### What this task involves
Your answer should be the lines below from the one holding "position:relative; width:2496px; height:771px;" through the one holding "translate:-50% -50%; white-space:nowrap;", copied exactly and with nothing else.

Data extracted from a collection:

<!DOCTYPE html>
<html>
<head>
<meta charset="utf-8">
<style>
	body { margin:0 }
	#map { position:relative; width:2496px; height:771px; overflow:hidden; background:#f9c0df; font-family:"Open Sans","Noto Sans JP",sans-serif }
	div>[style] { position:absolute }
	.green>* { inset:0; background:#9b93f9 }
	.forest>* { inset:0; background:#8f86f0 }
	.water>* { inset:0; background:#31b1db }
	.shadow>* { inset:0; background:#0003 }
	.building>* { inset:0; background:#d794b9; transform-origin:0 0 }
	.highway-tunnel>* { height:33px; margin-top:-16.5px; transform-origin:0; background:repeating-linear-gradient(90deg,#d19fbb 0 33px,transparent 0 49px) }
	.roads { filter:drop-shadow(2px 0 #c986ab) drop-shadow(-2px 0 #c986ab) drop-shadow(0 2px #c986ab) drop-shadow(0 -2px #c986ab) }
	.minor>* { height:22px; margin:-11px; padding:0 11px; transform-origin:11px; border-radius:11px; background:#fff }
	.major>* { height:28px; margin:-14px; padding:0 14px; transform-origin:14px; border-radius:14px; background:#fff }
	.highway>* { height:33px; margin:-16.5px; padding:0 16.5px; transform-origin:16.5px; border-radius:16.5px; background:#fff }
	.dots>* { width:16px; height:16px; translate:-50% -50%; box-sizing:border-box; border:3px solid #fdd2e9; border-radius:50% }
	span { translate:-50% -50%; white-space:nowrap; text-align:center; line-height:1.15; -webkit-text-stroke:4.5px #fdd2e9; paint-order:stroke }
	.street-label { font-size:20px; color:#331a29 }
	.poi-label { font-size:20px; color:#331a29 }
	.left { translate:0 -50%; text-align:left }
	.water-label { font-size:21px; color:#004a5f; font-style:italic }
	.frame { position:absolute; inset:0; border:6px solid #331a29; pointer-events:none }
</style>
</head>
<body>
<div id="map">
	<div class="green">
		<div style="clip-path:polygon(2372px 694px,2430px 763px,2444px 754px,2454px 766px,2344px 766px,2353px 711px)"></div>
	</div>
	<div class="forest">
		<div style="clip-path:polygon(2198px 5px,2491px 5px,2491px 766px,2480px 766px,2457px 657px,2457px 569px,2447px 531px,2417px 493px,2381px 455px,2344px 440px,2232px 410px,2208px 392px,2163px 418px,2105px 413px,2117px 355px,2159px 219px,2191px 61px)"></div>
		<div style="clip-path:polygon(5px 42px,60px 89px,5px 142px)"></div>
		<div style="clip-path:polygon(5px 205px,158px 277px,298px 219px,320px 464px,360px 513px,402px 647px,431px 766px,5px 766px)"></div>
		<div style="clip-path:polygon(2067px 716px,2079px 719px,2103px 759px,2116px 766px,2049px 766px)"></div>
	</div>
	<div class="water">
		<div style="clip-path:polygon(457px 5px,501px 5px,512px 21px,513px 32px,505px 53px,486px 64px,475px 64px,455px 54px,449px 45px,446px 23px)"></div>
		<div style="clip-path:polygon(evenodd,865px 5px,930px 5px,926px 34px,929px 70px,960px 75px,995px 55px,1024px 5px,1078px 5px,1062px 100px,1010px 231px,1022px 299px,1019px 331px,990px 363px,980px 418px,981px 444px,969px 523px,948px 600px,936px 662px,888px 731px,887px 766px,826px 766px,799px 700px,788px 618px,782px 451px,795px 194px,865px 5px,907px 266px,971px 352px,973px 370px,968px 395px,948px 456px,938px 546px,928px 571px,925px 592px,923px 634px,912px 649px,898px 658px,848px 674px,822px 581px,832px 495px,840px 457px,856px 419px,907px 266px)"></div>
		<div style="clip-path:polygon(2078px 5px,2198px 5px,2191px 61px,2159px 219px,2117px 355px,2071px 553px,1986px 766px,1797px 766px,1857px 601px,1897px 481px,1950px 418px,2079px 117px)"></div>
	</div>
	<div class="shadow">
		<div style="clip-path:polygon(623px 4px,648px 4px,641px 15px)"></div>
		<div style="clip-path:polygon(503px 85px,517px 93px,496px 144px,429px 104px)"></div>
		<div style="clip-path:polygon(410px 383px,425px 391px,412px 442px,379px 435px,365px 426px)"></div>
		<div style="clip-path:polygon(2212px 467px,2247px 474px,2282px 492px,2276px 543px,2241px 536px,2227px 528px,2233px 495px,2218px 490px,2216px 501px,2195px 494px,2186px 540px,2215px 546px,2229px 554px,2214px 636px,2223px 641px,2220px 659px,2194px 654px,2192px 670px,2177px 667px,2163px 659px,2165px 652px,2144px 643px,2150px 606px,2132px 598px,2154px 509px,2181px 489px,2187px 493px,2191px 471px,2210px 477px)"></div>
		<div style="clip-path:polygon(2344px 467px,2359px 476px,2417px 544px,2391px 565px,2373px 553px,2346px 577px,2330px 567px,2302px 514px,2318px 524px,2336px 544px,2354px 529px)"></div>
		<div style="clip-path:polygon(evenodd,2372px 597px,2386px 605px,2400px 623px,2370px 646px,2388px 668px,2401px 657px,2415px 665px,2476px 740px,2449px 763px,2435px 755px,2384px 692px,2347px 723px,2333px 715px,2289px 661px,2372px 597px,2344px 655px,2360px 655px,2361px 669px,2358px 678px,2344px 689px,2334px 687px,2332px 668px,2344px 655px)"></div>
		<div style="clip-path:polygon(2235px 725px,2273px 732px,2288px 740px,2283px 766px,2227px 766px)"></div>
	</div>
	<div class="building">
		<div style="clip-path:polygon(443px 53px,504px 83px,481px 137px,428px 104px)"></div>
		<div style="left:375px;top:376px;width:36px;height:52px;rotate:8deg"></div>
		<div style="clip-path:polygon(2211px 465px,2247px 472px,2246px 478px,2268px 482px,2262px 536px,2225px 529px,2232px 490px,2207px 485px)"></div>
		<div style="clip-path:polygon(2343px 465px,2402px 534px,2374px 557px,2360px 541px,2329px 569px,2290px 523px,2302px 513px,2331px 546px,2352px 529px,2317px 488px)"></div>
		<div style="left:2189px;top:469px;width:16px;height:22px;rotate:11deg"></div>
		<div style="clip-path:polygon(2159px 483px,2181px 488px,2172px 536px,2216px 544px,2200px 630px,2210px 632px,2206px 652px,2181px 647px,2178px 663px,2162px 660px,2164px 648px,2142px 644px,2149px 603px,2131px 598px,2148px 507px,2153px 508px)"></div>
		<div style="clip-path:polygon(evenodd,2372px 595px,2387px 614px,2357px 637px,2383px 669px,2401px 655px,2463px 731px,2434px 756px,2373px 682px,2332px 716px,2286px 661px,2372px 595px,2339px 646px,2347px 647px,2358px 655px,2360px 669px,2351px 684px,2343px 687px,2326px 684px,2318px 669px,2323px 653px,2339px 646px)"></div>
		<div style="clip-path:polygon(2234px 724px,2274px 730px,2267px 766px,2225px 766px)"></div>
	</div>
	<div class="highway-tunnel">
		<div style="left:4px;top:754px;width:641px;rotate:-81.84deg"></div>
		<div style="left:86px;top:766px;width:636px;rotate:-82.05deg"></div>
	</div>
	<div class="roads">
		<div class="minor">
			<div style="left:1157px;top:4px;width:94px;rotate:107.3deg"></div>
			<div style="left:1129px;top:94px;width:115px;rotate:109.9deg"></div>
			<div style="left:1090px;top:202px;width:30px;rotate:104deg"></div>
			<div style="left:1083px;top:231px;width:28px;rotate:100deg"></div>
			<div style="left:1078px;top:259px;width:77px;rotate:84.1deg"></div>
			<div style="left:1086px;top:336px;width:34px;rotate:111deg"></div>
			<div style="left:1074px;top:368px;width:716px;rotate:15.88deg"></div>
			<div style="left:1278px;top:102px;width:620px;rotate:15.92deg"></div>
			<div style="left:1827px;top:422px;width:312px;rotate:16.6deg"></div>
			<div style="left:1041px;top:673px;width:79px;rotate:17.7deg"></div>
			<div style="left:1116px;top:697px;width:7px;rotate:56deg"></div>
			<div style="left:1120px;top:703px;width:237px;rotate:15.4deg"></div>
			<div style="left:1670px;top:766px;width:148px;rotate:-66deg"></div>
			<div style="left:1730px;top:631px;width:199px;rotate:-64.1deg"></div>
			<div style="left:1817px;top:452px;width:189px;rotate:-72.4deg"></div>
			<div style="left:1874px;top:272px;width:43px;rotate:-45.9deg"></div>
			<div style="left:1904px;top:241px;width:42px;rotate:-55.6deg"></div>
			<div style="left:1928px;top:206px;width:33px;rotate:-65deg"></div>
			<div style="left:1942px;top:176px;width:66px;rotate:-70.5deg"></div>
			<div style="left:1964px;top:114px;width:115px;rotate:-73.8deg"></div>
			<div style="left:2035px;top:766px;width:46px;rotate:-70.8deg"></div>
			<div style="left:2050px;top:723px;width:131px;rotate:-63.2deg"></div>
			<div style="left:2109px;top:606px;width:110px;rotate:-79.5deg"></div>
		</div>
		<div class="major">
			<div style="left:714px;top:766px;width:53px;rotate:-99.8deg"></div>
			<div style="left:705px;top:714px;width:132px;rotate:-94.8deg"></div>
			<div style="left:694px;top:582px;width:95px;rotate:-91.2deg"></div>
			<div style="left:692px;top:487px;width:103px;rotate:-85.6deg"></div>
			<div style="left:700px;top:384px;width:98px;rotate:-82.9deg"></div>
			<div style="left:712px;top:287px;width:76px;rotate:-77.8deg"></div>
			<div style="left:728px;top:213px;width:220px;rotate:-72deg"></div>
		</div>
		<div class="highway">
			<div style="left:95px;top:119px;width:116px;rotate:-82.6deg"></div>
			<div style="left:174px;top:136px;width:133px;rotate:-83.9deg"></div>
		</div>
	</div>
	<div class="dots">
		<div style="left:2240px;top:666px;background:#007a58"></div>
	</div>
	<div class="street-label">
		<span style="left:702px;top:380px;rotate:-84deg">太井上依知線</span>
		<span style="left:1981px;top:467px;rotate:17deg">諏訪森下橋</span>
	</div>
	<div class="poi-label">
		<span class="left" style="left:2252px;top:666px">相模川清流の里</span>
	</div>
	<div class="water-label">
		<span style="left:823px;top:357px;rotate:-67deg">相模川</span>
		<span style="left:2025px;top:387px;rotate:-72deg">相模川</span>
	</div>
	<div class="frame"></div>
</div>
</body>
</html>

### Exercise response
	#map { position:relative; width:2496px; height:771px; overflow:hidden; background:#f9c0df; font-family:"Open Sans","Noto Sans JP",sans-serif }
	div>[style] { position:absolute }
	.green>* { inset:0; background:#9b93f9 }
	.forest>* { inset:0; background:#8f86f0 }
	.water>* { inset:0; background:#31b1db }
	.shadow>* { inset:0; background:#0003 }
	.building>* { inset:0; background:#d794b9; transform-origin:0 0 }
	.highway-tunnel>* { height:33px; margin-top:-16.5px; transform-origin:0; background:repeating-linear-gradient(90deg,#d19fbb 0 33px,transparent 0 49px) }
	.roads { filter:drop-shadow(2px 0 #c986ab) drop-shadow(-2px 0 #c986ab) drop-shadow(0 2px #c986ab) drop-shadow(0 -2px #c986ab) }
	.minor>* { height:22px; margin:-11px; padding:0 11px; transform-origin:11px; border-radius:11px; background:#fff }
	.major>* { height:28px; margin:-14px; padding:0 14px; transform-origin:14px; border-radius:14px; background:#fff }
	.highway>* { height:33px; margin:-16.5px; padding:0 16.5px; transform-origin:16.5px; border-radius:16.5px; background:#fff }
	.dots>* { width:16px; height:16px; translate:-50% -50%; box-sizing:border-box; border:3px solid #fdd2e9; border-radius:50% }
	span { translate:-50% -50%; white-space:nowrap; text-align:center; line-height:1.15; -webkit-text-stroke:4.5px #fdd2e9; paint-order:stroke }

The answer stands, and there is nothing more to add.